> [EXERCISE PROMPT]: Copy out, from the data, each line containing the string "THORNWOOD".

> [Items from a dataset]:
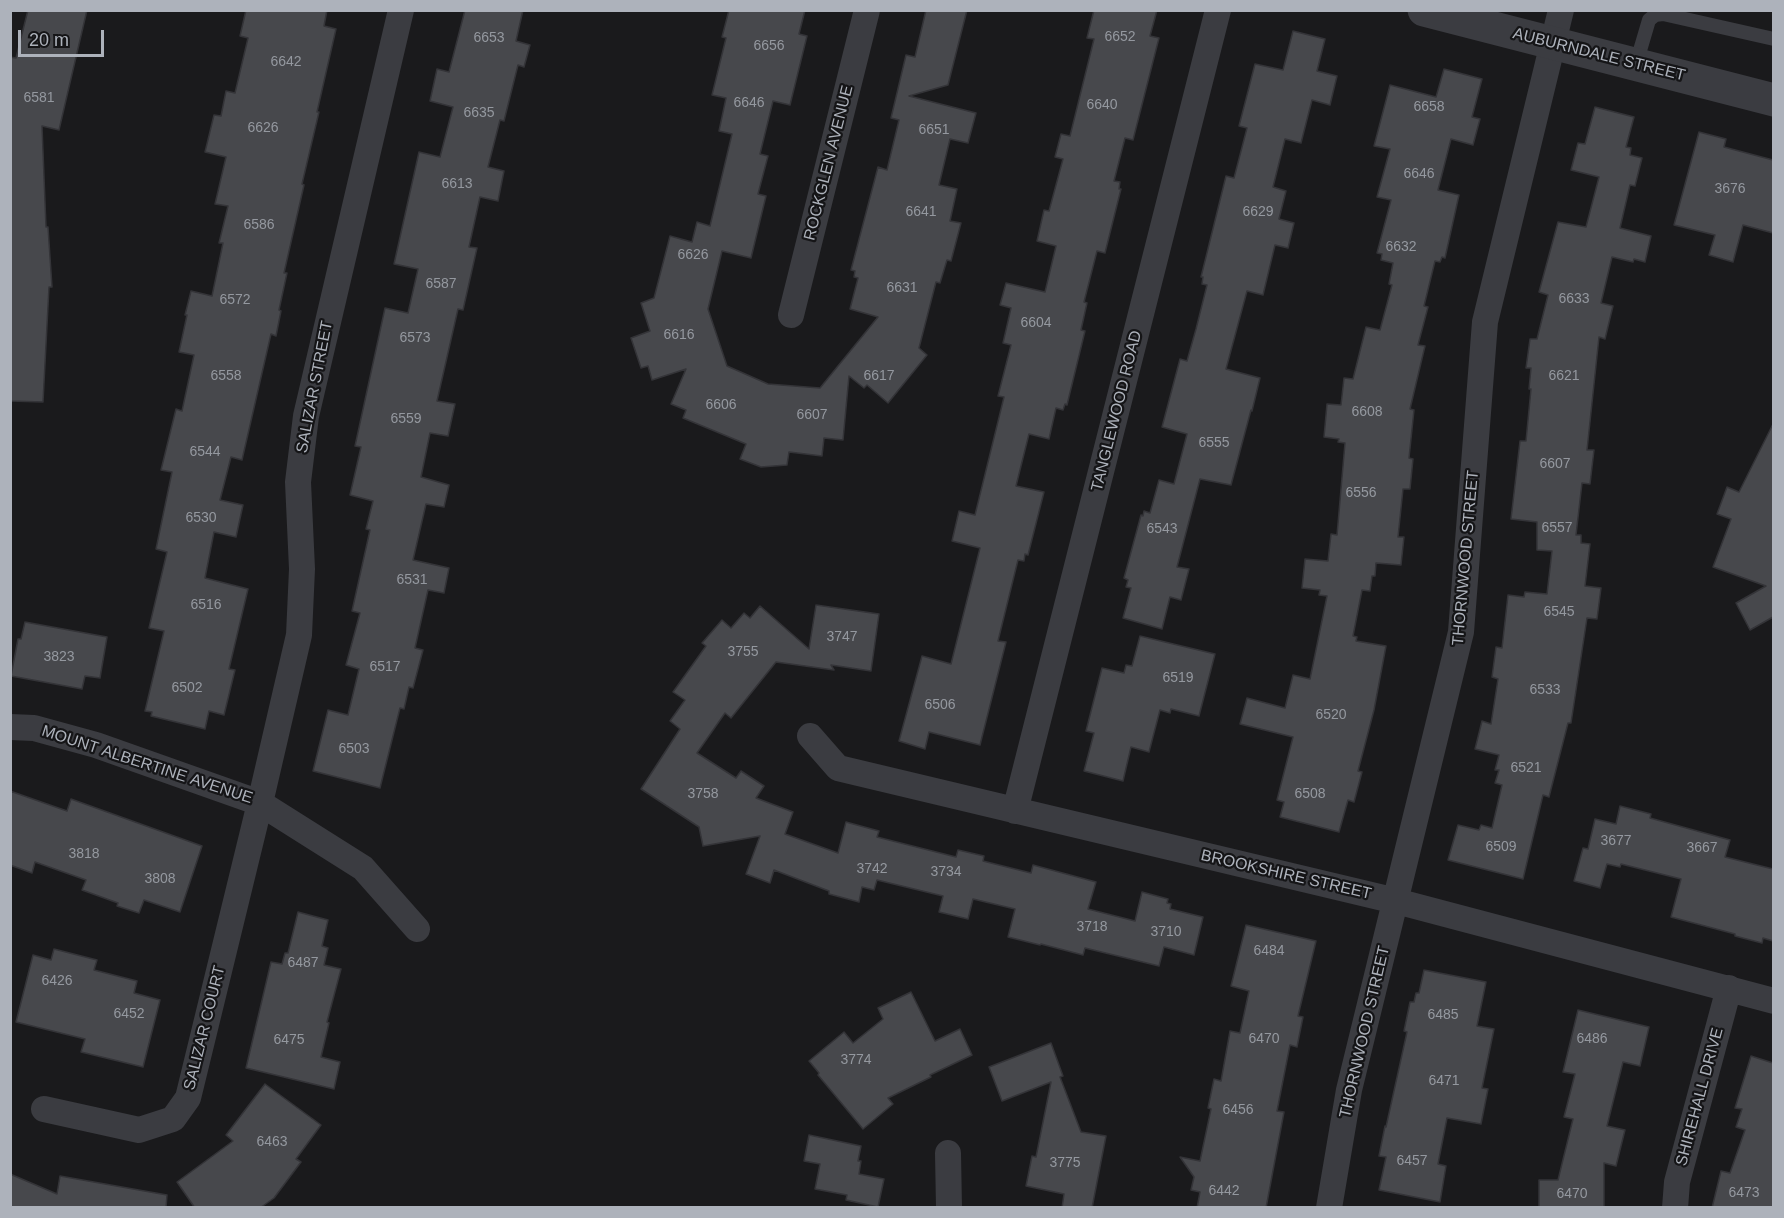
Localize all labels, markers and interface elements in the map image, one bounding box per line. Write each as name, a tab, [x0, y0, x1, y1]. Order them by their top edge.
scale bar	[21, 18, 106, 56]
street label: AUBURNDALE STREET	[1511, 24, 1687, 86]
house number: 6652	[1104, 29, 1136, 45]
text: 20 m	[29, 30, 69, 50]
house number: 6653	[473, 30, 505, 46]
house number: 6656	[753, 38, 785, 54]
house number: 6642	[270, 54, 302, 70]
street label: ROCKGLEN AVENUE	[800, 84, 858, 242]
house number: 6581	[23, 90, 55, 106]
house number: 6646	[733, 95, 765, 111]
house number: 6640	[1086, 97, 1118, 113]
house number: 6658	[1413, 99, 1445, 115]
house number: 6635	[463, 105, 495, 121]
house number: 6626	[247, 120, 279, 136]
house number: 6651	[918, 122, 950, 138]
house number: 6646	[1403, 166, 1435, 182]
house number: 6613	[441, 176, 473, 192]
house number: 3676	[1714, 181, 1746, 197]
house number: 6641	[905, 204, 937, 220]
house number: 6629	[1242, 204, 1274, 220]
house number: 6586	[243, 217, 275, 233]
house number: 6632	[1385, 239, 1417, 255]
house number: 6626	[677, 247, 709, 263]
house number: 6587	[425, 276, 457, 292]
house number: 6631	[886, 280, 918, 296]
house number: 6633	[1558, 291, 1590, 307]
house number: 6572	[219, 292, 251, 308]
house number: 6604	[1020, 315, 1052, 331]
street label: SALIZAR STREET	[293, 319, 337, 455]
house number: 6616	[663, 327, 695, 343]
street label: TANGLEWOOD ROAD	[1088, 329, 1146, 493]
house number: 6573	[399, 330, 431, 346]
house number: 6558	[210, 368, 242, 384]
house number: 6617	[863, 368, 895, 384]
house number: 6621	[1548, 368, 1580, 384]
house number: 6606	[705, 397, 737, 413]
house number: 6608	[1351, 404, 1383, 420]
house number: 6607	[796, 407, 828, 423]
house number: 6559	[390, 411, 422, 427]
house number: 6555	[1198, 435, 1230, 451]
house number: 6544	[189, 444, 221, 460]
house number: 6607	[1539, 456, 1571, 472]
street label: THORNWOOD STREET	[1449, 470, 1483, 646]
house number: 6556	[1345, 485, 1377, 501]
house number: 6530	[185, 510, 217, 526]
house number: 6557	[1541, 520, 1573, 536]
house number: 6543	[1146, 521, 1178, 537]
house number: 6531	[396, 572, 428, 588]
house number: 6516	[190, 597, 222, 613]
house number: 6545	[1543, 604, 1575, 620]
house number: 3747	[826, 629, 858, 645]
house number: 3755	[727, 644, 759, 660]
house number: 3823	[43, 649, 75, 665]
house number: 6517	[369, 659, 401, 675]
house number: 6519	[1162, 670, 1194, 686]
house number: 6502	[171, 680, 203, 696]
house number: 6533	[1529, 682, 1561, 698]
house number: 6506	[924, 697, 956, 713]
house number: 6520	[1315, 707, 1347, 723]
street label: MOUNT ALBERTINE AVENUE	[39, 722, 255, 808]
house number: 6503	[338, 741, 370, 757]
house number: 6521	[1510, 760, 1542, 776]
house number: 3758	[687, 786, 719, 802]
house number: 6508	[1294, 786, 1326, 802]
house number: 3677	[1600, 833, 1632, 849]
house number: 6509	[1485, 839, 1517, 855]
house number: 3667	[1686, 840, 1718, 856]
house number: 3818	[68, 846, 100, 862]
street label: BROOKSHIRE STREET	[1199, 846, 1373, 904]
house number: 3742	[856, 861, 888, 877]
house number: 3734	[930, 864, 962, 880]
house number: 3808	[144, 871, 176, 887]
house number: 3718	[1076, 919, 1108, 935]
house number: 3710	[1150, 924, 1182, 940]
house number: 6484	[1253, 943, 1285, 959]
street label: THORNWOOD STREET	[1336, 944, 1394, 1120]
house number: 6487	[287, 955, 319, 971]
street label: SALIZAR COURT	[180, 964, 230, 1092]
house number: 6426	[41, 973, 73, 989]
house number: 6452	[113, 1006, 145, 1022]
house number: 6485	[1427, 1007, 1459, 1023]
street label: SHIREHALL DRIVE	[1672, 1026, 1728, 1168]
house number: 6470	[1248, 1031, 1280, 1047]
house number: 6486	[1576, 1031, 1608, 1047]
house number: 6475	[273, 1032, 305, 1048]
house number: 3774	[840, 1052, 872, 1068]
house number: 6471	[1428, 1073, 1460, 1089]
house number: 6456	[1222, 1102, 1254, 1118]
house number: 6463	[256, 1134, 288, 1150]
house number: 6457	[1396, 1153, 1428, 1169]
house number: 3775	[1049, 1155, 1081, 1171]
house number: 6442	[1208, 1183, 1240, 1199]
house number: 6473	[1728, 1185, 1760, 1201]
house number: 6470	[1556, 1186, 1588, 1202]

> [RESULT OF THE EXERCISE]:
street label: THORNWOOD STREET	[1449, 470, 1483, 646]
street label: THORNWOOD STREET	[1336, 944, 1394, 1120]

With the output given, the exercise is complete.